Reputation: 2478
I was reading the tutorial on Multivariate Time Series Forecasting with LSTMs in Keras https://machinelearningmastery.com/multivariate-time-series-forecasting-lstms-keras/#comment-442845
I have followed through the entire tutorial and got stuck with a problem which is as follows-
In this tutorial, the train and test splits have 8 features viz., 'pollution', 'dew', 'temp', 'press', 'wnd_dir', 'wnd_spd', 'snow', 'rain' at step 't-1', while the output feature is 'pollution' at current step 't'. This is because, the framing of the dataset as a supervised learning problem is about predicting the 'pollution' at current hour/time step 't', given the pollution and weather measurements at the prior hour/time step 't-1'
After fitting the model to the training and testing data splits, what if I want to make predictions for a new dataset having 7 features since it does not have 'pollution' feature in it and I explicitly just want to predict for this one feature using the other 7 features.
Thanks for your help!
How do I handle such a situation? (while the remaining 7 features remain the same)
Edit- Assume that my dataset has the following 3 features while training/fitting the model- shop_number, item_number, number_of_units_sold
AFTER, I have trained the LSTM model, I get a dataset having the features- 'shop_number' AND 'item_number'. The dataset DOES NOT have 'number_of_units_sold'.
The 'input_shape' argument in 'LSTM' has 1 as time step and 3 as features while training.

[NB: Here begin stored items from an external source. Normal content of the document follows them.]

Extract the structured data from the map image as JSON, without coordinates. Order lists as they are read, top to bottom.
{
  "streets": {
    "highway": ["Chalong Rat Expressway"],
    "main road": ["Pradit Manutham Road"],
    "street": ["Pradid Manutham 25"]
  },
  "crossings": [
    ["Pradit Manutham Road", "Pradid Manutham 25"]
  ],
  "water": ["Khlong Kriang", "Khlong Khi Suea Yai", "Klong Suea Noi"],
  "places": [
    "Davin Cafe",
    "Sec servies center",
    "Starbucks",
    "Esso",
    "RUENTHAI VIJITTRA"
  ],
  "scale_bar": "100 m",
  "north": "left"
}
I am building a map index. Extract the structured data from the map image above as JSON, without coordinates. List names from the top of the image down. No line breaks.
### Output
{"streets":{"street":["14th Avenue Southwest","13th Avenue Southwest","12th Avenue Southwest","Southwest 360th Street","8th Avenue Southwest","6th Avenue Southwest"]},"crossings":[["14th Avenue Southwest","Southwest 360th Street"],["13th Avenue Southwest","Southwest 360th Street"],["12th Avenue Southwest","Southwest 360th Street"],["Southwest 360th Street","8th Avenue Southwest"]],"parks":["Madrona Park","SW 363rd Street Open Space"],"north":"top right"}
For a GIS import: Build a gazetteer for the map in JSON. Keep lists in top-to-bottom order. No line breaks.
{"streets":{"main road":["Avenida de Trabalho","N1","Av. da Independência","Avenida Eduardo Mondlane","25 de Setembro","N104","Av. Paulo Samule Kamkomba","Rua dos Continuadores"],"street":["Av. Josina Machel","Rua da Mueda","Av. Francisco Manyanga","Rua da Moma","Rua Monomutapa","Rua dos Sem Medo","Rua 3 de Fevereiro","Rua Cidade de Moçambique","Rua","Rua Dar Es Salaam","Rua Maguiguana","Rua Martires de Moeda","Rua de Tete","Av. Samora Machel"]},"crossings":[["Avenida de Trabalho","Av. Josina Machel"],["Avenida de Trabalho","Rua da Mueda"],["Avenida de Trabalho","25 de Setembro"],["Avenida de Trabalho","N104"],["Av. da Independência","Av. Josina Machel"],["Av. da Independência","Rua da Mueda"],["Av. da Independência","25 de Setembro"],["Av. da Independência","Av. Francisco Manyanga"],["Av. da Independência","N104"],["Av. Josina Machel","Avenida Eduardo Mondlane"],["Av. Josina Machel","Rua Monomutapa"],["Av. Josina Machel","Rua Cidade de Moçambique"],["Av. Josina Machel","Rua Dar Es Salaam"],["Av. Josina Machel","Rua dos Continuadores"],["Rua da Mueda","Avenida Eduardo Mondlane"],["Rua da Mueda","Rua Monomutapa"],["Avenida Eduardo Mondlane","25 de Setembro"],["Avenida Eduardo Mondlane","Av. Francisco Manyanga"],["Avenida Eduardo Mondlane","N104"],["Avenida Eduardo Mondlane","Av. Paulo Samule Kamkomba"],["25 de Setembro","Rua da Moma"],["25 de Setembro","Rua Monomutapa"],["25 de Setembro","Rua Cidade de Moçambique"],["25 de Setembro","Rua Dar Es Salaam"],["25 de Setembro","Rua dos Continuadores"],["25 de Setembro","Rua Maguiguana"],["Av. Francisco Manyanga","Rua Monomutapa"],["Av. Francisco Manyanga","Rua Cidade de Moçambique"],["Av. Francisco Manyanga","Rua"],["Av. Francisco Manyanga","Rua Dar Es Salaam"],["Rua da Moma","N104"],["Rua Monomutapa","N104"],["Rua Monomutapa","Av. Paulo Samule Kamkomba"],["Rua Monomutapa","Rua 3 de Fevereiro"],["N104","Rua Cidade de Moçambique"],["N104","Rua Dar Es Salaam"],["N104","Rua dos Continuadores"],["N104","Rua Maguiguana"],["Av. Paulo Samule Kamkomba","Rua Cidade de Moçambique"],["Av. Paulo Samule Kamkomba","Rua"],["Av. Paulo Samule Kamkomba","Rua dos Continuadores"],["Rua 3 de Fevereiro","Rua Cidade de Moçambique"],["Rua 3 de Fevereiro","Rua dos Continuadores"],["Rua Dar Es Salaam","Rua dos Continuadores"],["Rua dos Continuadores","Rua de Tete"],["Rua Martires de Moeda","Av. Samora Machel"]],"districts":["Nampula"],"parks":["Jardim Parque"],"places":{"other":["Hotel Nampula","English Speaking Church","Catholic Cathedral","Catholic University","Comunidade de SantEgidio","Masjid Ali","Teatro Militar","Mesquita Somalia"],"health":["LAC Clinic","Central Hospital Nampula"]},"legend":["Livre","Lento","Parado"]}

But while predicting, I have 1 time step but ONLY 2 features (as 'number_of_units_sold' is what I have to predict).
So how should I proceed?
Upvotes: 0
Views: 1325
Reputation: 86620
If pollution is the last feature:
X = original_data[:,:,:-1]
Y = original_data[:,:,-1:]
If pollution is the first feature
X = original_data[:,:,1:]
Y = original_data[:,:,:1]
Else
i = index_of_pollution_feature
X = np.concatenate([original_data[:,:,:i], original_data[:,:,i+1:],axis=-1)
Y = original_data[:,:,i:i+1]
Make a model with return_sequences=True
, stative=False
and that's it.
Don't use Flatten, Global poolings or anything that removes the steps dimension.
If you don't have any pollution data at all for training, then you can't.
Upvotes: 0